1. Suppose in Dale's scenario I simply move A toward the centre of rotation. Does the centrifugal force of B on A change? My thinking is that there would still be a tension of 79 N on the rope running between A and B, so I assume that you would say that there is a reactive centrifugal force of 79N exerted by B on A. Do I understand you correctly?

2. Suppose I just have B rotating on a rope about a central pivot. Do you say there a centrifugal force between the center and B? There is certainly tension? So why would there not be a centrifugal force? Does the mass of the pivot (not what it is connnected to, just the pivot) affect this?

AM
 
  • #263
RonL said:
Maybe the best solution is a new scenario, we can also give color for Dadface :smile:

Make everything liquid,

A translucent red resist, dropped on a slowly spinning silicon wafer, then speed is ramped up.

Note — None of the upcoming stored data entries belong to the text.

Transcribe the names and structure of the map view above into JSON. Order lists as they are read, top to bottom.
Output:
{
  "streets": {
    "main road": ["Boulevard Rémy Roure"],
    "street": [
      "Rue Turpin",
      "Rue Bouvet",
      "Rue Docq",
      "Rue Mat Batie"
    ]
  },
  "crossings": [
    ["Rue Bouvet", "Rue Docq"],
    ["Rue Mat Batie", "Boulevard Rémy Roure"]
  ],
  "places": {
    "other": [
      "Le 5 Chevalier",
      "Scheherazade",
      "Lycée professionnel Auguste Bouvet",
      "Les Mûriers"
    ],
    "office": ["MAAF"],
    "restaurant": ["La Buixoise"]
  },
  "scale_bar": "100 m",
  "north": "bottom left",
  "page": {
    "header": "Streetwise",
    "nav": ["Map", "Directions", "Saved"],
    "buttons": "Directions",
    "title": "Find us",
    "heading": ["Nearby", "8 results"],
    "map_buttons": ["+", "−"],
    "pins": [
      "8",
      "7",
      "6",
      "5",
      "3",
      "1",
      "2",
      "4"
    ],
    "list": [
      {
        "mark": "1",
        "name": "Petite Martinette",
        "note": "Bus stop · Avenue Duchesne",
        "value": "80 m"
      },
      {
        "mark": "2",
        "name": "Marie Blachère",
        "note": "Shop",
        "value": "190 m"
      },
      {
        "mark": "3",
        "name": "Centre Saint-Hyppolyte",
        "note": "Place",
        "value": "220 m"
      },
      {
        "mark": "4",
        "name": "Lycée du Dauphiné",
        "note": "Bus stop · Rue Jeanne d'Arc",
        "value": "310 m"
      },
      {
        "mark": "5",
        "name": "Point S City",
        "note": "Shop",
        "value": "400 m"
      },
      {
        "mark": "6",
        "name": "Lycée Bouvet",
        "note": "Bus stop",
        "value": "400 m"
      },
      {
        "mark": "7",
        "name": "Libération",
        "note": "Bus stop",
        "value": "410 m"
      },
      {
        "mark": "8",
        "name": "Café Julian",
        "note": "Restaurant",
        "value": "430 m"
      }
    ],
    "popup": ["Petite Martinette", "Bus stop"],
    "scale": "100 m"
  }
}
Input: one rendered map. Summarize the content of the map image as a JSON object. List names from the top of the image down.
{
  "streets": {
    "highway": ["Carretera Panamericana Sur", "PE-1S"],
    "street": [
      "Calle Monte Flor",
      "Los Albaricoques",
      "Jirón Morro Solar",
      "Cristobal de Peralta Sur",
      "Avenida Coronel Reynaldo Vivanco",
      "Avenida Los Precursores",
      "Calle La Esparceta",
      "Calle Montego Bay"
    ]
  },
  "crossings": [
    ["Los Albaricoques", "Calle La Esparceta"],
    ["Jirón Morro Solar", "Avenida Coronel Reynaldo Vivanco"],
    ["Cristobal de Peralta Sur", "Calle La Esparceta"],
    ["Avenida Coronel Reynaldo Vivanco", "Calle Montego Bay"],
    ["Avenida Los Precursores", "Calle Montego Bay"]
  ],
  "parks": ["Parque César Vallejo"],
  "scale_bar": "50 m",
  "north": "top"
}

The liquid rope? spreads across the wafer and the mass of liquid in contact with the thinning and spreading resist rope, would appear much like a liquid ring, sliding and rolling toward the edge of the wafer where it breakes contact and flies off into the vacuum waste chamber.

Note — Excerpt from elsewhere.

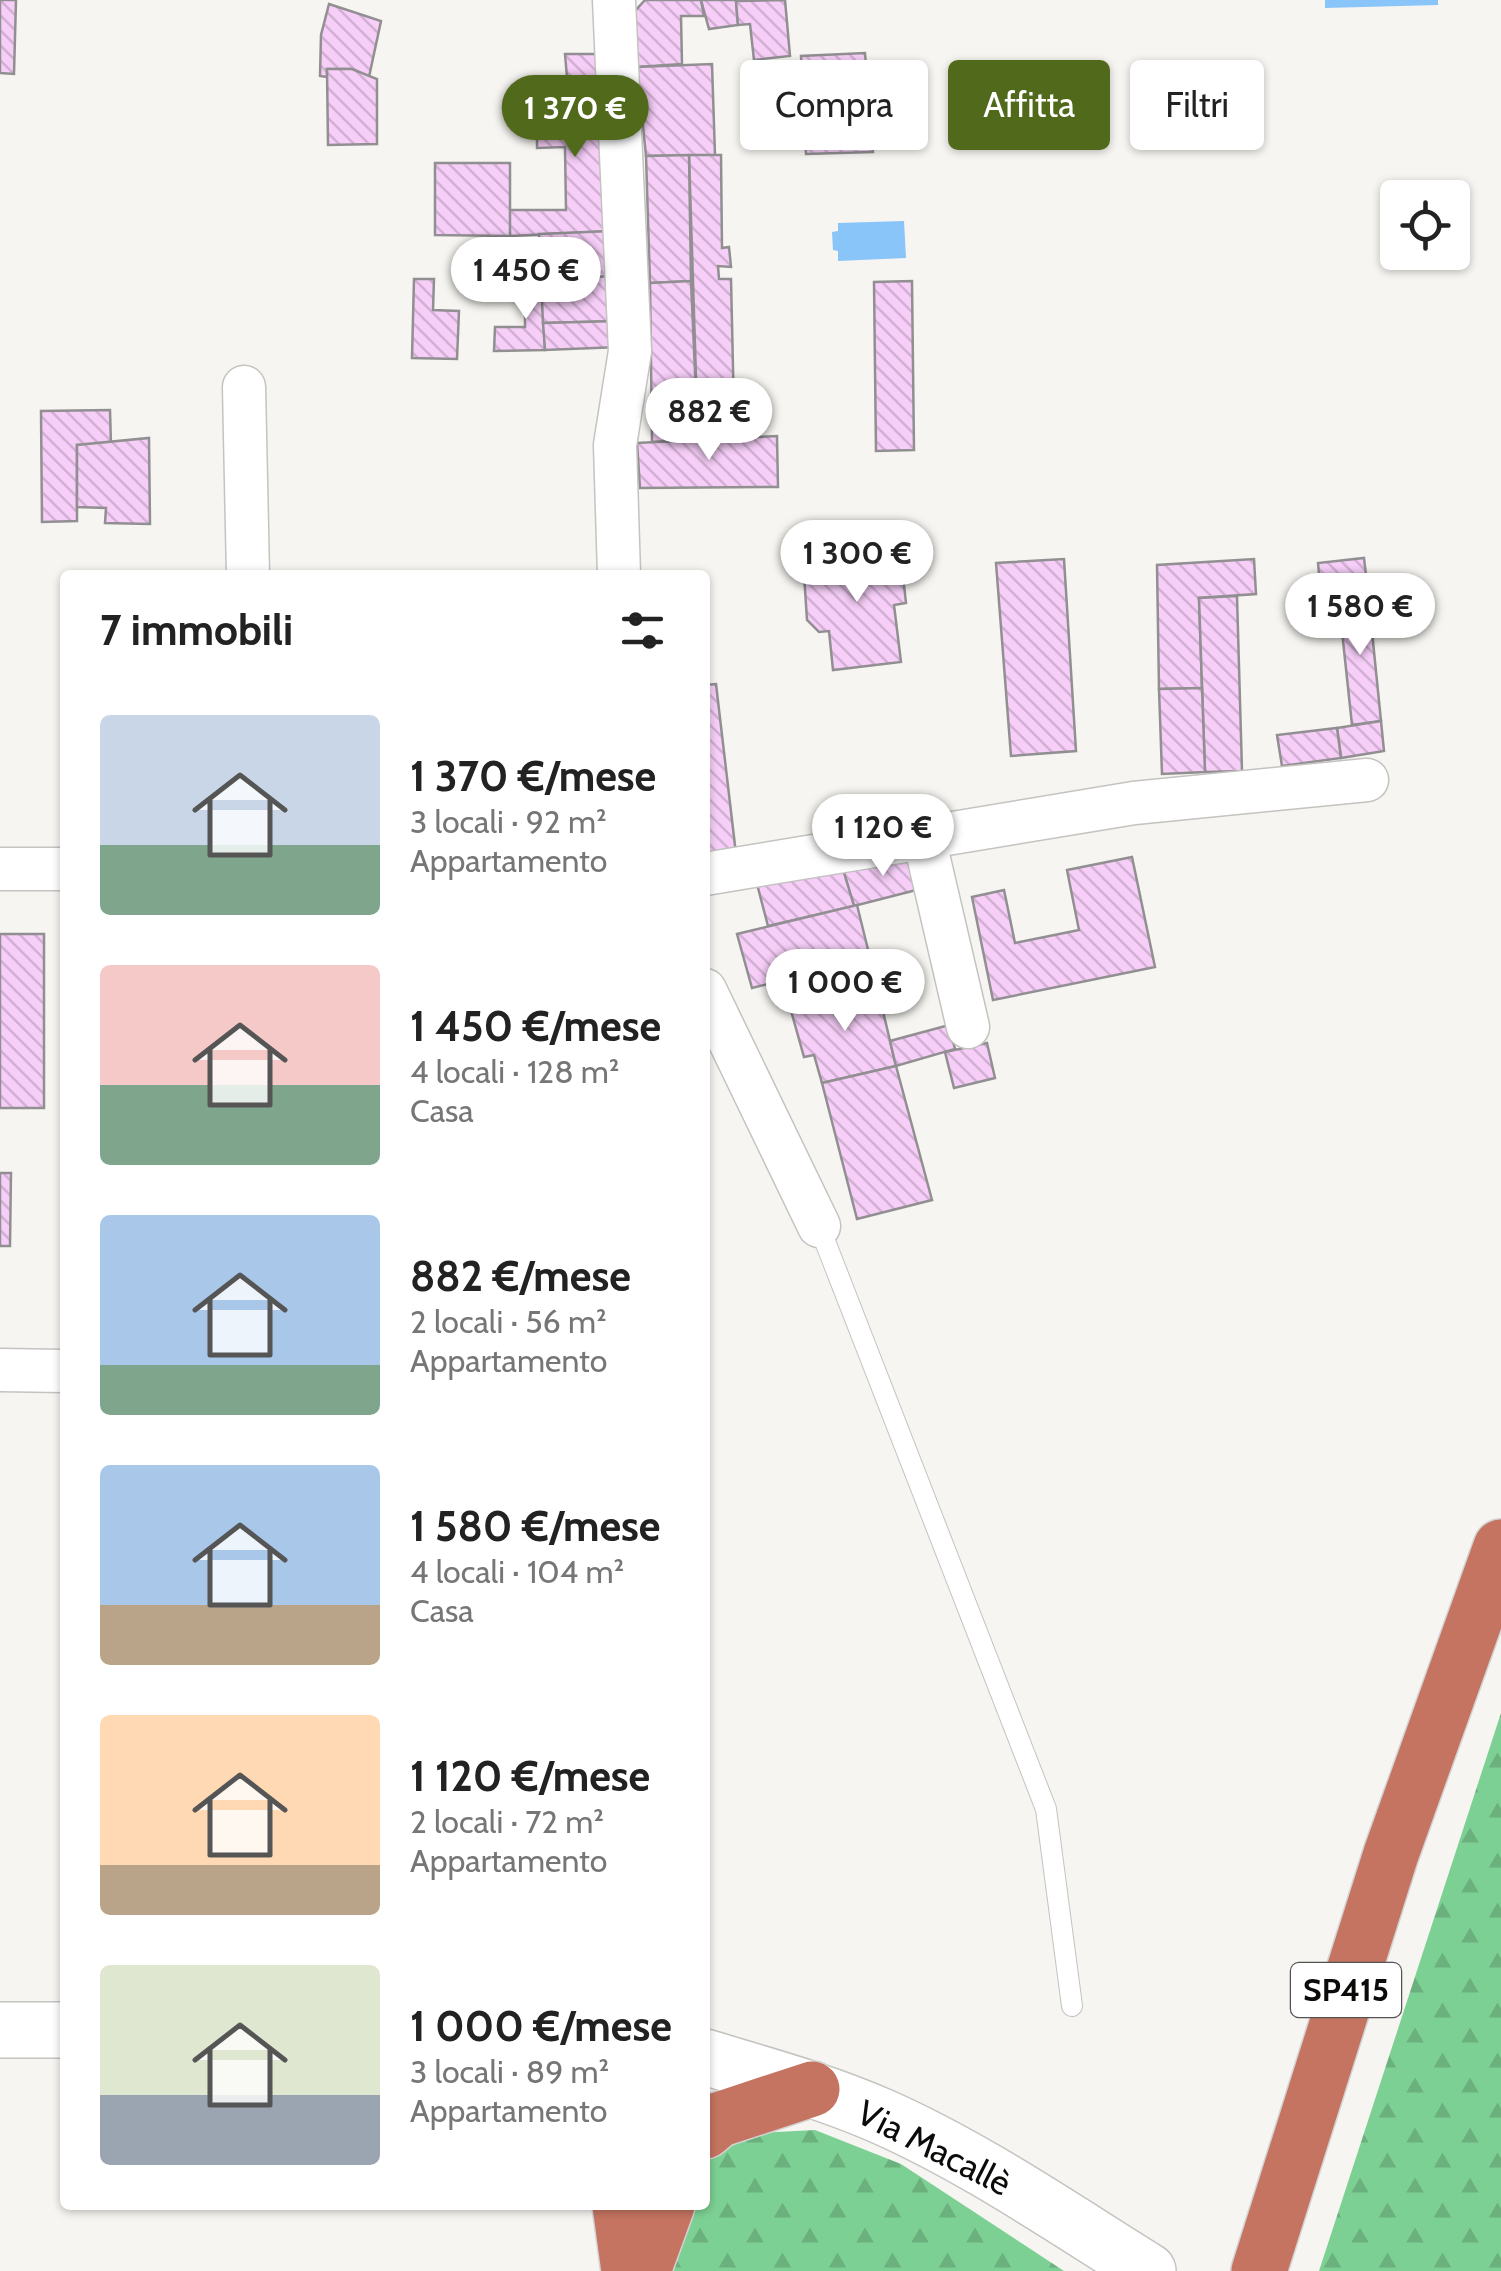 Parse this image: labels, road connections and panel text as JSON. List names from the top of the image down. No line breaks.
{"streets":{"highway":["SP415"],"street":["Via Macallè"]},"page":{"chip":["Compra","Affitta","Filtri"],"price":["1 370 €","1 450 €","882 €","1 300 €","1 580 €","1 120 €","1 000 €"],"heading":"7 immobili","list":[{"name":"1 370 €/mese","note":"3 locali · 92 m² · Appartamento"},{"name":"1 450 €/mese","note":"4 locali · 128 m² · Casa"},{"name":"882 €/mese","note":"2 locali · 56 m² · Appartamento"},{"name":"1 580 €/mese","note":"4 locali · 104 m² · Casa"},{"name":"1 120 €/mese","note":"2 locali · 72 m² · Appartamento"},{"name":"1 000 €/mese","note":"3 locali · 89 m² · Appartamento"}]}}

I think the liquid can show a transformation between fictitious and real forces.
All actions of this process are real and should fall into all the laws and principles being discussed.
This is similar to Newton's bucket: the surface of a liquid in a bucket will change (it will form a parabaloid shape) if you hang the bucket from a rope, twist the rope and then let it spin.

What happens in your example, and in Newton's bucket, is that the forces between the molecules of liquid are not strong enough to provide the centripetal acceleration needed to keep the water moving in a circle as the wafer's/bucket's spin increases. In the wafer's frame of reference, the liquid will move outward as if there is a force pushing it out. But it is just the tendency of the water molecules to move in a straight line due to inertia. In the bucket case, water molecules build up on the inside surface of the bucket due to this inertial effect.

AM
 
  • #264
A.T. said:
They obviously are. Andrew made the whole thing symmetrical and balanced, and still got the same 79N centrifugal force acting on the inner mass(es) trough the outer rope.


As long as your "fixing system" satisfies the condition: The left end of the rope (1m from mass A) is at rest in an inertial frame the details of the "fixing system" are irrelevant. Simply attaching some mass at some distance will not in general satisfy the condition, so you are changing the scenario.

(By fixing system I mean what,if anything,is at the end of the rope)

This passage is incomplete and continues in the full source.